Cast: Amitabh Bachchan, Moushumi Chatterjee, Satyen Kappu, Iftikhar, Dhumal, Madan Puri, Helen Music: R D Burman Director: Narinder Bedi...
Cast: Amitabh Bachchan, Moushumi Chatterjee, Satyen Kappu, Iftikhar, Dhumal, Madan Puri, Helen
Music: R D Burman
Director: Narinder Bedi
‘Please don’t reveal the End’ comes right at the end and why not. Even after 50 years director Narinder Bedi’s moderate success of the adaptation of Hitchcock’s’The Man Who Knew Too Much’ definitely needs a revisit because of the suspense it creates right from frame one. The use of POV shots of eyes, telephones & shoes keeps the thrill element quotient high. Plus Bedi makes sure that the audience gets the right amount of tension in the film which was released in theatres on October 18, 1974.
Amit and Sheila Srivastava (Amitabh and Moushumi) are going to Amit’s office party when they see a man getting stabbed in the middle of the road at night. Being good samaritans they take the wounded man to the hospital. They find out that the man is a journalist. Tension starts when Amit starts receiving anonymous threatening calls followed by the murder of his dog Johny and the kidnapping of his son Bunty.

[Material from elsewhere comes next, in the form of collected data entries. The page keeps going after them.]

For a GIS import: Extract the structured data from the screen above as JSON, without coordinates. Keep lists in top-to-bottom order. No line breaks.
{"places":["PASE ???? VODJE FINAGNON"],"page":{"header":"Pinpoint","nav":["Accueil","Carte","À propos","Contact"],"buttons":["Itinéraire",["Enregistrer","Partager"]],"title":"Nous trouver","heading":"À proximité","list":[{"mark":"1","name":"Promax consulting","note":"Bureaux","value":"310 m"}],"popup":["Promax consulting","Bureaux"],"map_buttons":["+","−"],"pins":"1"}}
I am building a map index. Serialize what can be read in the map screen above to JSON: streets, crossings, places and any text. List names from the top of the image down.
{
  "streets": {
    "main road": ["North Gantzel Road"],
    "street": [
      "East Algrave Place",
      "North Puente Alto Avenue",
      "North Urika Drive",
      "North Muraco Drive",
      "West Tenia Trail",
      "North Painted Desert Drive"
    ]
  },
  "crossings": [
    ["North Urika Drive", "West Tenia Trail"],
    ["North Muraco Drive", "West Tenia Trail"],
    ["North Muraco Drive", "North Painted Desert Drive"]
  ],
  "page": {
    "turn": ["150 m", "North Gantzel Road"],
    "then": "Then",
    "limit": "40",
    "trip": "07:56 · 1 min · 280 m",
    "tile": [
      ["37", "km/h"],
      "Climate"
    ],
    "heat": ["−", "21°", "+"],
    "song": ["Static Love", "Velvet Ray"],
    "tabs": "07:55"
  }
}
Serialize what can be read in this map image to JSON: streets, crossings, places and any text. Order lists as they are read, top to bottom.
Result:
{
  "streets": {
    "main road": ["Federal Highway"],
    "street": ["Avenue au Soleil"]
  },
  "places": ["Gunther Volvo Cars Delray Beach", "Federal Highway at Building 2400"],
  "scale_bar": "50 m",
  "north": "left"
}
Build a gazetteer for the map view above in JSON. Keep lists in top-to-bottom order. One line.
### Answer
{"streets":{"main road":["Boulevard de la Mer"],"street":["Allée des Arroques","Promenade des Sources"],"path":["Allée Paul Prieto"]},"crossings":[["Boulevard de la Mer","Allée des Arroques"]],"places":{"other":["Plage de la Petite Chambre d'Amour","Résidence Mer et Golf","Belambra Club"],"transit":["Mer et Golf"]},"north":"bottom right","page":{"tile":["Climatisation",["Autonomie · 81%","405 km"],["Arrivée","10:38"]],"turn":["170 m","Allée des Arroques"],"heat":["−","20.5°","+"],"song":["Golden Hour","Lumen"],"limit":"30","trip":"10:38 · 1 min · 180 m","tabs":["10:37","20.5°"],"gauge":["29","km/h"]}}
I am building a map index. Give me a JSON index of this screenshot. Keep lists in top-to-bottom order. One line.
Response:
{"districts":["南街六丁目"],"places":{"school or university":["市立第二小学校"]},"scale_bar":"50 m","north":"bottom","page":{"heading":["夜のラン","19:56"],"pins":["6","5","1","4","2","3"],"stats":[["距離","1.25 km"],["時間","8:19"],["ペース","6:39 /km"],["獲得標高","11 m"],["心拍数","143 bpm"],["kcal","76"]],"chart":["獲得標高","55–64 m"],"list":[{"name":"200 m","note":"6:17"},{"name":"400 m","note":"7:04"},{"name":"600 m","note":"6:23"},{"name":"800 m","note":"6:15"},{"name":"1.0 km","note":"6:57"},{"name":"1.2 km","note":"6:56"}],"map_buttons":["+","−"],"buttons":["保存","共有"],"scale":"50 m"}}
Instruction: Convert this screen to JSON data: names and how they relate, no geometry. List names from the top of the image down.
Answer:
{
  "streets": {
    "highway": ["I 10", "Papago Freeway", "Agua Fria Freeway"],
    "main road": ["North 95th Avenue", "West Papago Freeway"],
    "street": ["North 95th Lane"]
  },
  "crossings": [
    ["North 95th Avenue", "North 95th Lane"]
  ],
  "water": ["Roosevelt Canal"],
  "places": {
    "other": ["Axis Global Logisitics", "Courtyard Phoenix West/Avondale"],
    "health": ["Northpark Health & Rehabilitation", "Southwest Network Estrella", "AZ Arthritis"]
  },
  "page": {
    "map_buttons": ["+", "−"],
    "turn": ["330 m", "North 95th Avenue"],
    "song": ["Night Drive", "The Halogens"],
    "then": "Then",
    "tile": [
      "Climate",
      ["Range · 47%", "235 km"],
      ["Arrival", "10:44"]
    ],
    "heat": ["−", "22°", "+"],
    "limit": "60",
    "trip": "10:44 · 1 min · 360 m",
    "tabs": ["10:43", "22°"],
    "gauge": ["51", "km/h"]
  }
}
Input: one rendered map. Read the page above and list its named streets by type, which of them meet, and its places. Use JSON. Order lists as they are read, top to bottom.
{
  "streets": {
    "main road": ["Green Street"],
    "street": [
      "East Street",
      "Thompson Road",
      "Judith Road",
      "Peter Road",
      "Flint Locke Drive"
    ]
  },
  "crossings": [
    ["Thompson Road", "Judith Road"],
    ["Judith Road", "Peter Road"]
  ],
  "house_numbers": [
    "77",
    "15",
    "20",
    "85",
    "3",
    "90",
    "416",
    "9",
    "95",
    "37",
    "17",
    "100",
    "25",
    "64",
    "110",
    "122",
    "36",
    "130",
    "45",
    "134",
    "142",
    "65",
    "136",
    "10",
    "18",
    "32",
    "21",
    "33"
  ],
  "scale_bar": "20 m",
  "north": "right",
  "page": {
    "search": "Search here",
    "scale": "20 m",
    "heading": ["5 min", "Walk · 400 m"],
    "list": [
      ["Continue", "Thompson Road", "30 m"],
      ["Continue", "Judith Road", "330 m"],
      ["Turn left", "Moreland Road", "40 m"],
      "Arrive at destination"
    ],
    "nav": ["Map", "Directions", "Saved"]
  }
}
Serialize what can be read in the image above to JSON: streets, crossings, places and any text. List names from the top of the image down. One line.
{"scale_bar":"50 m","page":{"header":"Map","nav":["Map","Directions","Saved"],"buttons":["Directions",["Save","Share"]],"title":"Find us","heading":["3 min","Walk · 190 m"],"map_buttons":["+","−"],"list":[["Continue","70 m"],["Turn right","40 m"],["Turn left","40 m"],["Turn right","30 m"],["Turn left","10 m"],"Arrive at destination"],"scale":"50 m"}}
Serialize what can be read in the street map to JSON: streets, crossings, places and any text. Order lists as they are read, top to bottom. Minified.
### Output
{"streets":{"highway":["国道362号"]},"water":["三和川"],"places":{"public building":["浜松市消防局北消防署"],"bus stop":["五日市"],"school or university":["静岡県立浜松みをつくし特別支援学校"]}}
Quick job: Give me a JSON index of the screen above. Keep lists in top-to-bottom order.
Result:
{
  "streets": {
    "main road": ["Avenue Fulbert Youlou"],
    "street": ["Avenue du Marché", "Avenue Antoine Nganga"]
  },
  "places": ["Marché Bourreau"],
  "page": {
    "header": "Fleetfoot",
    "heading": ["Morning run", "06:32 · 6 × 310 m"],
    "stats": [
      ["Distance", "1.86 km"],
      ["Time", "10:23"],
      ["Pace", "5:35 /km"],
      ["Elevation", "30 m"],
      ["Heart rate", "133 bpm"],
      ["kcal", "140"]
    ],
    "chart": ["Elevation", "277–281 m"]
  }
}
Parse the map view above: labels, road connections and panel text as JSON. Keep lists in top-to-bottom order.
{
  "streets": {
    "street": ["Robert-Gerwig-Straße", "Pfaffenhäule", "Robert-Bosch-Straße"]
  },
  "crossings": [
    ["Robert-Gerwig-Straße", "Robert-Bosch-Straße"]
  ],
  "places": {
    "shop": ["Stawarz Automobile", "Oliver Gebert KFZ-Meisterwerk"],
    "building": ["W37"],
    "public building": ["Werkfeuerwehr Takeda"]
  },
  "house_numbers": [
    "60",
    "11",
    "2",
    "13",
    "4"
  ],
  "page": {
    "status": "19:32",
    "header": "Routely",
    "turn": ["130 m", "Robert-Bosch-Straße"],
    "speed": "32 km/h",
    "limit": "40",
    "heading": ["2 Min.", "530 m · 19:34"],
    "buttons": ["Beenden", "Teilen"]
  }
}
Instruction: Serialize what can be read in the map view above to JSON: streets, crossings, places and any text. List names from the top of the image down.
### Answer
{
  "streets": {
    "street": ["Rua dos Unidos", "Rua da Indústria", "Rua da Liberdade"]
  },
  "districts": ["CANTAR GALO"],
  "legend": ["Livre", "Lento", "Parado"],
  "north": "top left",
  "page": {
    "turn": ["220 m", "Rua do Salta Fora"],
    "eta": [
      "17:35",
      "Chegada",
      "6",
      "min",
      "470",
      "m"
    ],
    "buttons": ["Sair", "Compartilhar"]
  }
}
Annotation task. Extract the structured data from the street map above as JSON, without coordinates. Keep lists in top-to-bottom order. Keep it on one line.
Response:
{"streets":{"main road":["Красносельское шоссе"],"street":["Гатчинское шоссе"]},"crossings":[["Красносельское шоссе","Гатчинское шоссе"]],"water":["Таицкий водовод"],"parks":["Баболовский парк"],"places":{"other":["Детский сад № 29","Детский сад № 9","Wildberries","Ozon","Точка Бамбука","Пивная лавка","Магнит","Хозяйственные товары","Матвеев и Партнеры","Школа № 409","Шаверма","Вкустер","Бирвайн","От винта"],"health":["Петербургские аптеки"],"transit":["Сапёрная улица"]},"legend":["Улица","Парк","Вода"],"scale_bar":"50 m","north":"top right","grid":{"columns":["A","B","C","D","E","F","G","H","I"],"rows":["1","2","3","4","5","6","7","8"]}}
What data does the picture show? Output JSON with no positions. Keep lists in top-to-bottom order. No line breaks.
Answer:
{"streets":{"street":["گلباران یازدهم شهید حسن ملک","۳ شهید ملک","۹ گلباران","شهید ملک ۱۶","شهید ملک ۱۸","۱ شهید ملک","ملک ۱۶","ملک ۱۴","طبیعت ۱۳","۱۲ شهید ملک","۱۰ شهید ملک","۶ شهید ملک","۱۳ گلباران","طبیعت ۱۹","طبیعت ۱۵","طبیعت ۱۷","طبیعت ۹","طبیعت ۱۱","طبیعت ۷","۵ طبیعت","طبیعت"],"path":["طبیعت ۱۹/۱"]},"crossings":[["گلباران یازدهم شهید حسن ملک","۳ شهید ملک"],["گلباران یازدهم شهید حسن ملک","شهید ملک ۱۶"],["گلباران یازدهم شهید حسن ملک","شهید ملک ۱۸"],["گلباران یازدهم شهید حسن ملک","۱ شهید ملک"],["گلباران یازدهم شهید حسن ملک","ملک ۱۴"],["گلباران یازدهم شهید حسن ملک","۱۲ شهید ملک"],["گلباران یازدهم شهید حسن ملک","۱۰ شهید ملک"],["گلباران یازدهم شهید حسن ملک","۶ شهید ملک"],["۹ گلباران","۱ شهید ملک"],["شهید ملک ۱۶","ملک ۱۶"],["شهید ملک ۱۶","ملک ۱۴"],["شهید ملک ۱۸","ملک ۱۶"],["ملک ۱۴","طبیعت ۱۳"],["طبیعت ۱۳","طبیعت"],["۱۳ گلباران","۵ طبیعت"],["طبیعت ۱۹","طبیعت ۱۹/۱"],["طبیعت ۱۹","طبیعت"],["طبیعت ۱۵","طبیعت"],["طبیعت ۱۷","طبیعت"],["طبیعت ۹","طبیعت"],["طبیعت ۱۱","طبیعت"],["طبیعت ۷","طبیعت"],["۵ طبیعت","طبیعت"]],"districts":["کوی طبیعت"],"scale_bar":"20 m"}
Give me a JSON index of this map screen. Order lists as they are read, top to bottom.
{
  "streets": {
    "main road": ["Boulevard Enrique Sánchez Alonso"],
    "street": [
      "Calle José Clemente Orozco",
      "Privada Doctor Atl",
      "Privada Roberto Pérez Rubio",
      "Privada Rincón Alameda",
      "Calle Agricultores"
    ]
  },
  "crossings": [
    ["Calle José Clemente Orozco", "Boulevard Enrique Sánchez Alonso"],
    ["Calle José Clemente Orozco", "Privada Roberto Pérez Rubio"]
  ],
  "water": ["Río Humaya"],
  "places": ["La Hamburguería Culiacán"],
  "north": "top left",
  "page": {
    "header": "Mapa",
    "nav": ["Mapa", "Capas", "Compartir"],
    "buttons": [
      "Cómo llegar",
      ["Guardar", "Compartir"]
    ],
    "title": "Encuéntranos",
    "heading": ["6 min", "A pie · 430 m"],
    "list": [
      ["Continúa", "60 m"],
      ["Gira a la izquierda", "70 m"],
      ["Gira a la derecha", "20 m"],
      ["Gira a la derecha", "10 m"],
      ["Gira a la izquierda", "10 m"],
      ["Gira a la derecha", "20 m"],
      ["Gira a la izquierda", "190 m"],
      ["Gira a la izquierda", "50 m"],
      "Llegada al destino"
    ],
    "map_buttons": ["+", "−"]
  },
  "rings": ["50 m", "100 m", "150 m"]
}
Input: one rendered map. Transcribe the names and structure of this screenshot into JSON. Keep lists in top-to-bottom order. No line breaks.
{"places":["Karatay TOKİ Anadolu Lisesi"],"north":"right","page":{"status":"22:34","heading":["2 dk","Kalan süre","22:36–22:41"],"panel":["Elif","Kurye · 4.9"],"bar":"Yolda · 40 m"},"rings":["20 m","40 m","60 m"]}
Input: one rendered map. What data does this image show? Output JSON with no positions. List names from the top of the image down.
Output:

There are long-drawn car and train chases that could have been shortened. The surprise appearance of the villain in the end otherwise absent from the narrative raises the film despite being a lot of red herrings (Madan Puri, Rajan Haksar & Hiralal).
Amitabh Bachchan as Amit Srivastava as a middle-level executive in a multinational firm (Glaxo) is fantastic. Moushumi as Sheila, Amit’s wife is miscast. R D Burman’s background music was gripping. There were only three songs in the film - ‘Main Benaam Ho Gaya’ sung and picturized on Narendra Chanchal which appears in the climax was at the top of the charts and still popular today. The Asha-Rafi song ‘Aa raat jaati hai’ is a little gem. The Lata solo ‘Ek din hansne’ is passable. The dialogues were by Prof. Kader Khan.
Benaam proved to be a modest money spinner then, giving into the notion that thrillers/ mysteries don’t do well as the suspense is revealed in the end ‘Yaani ke’.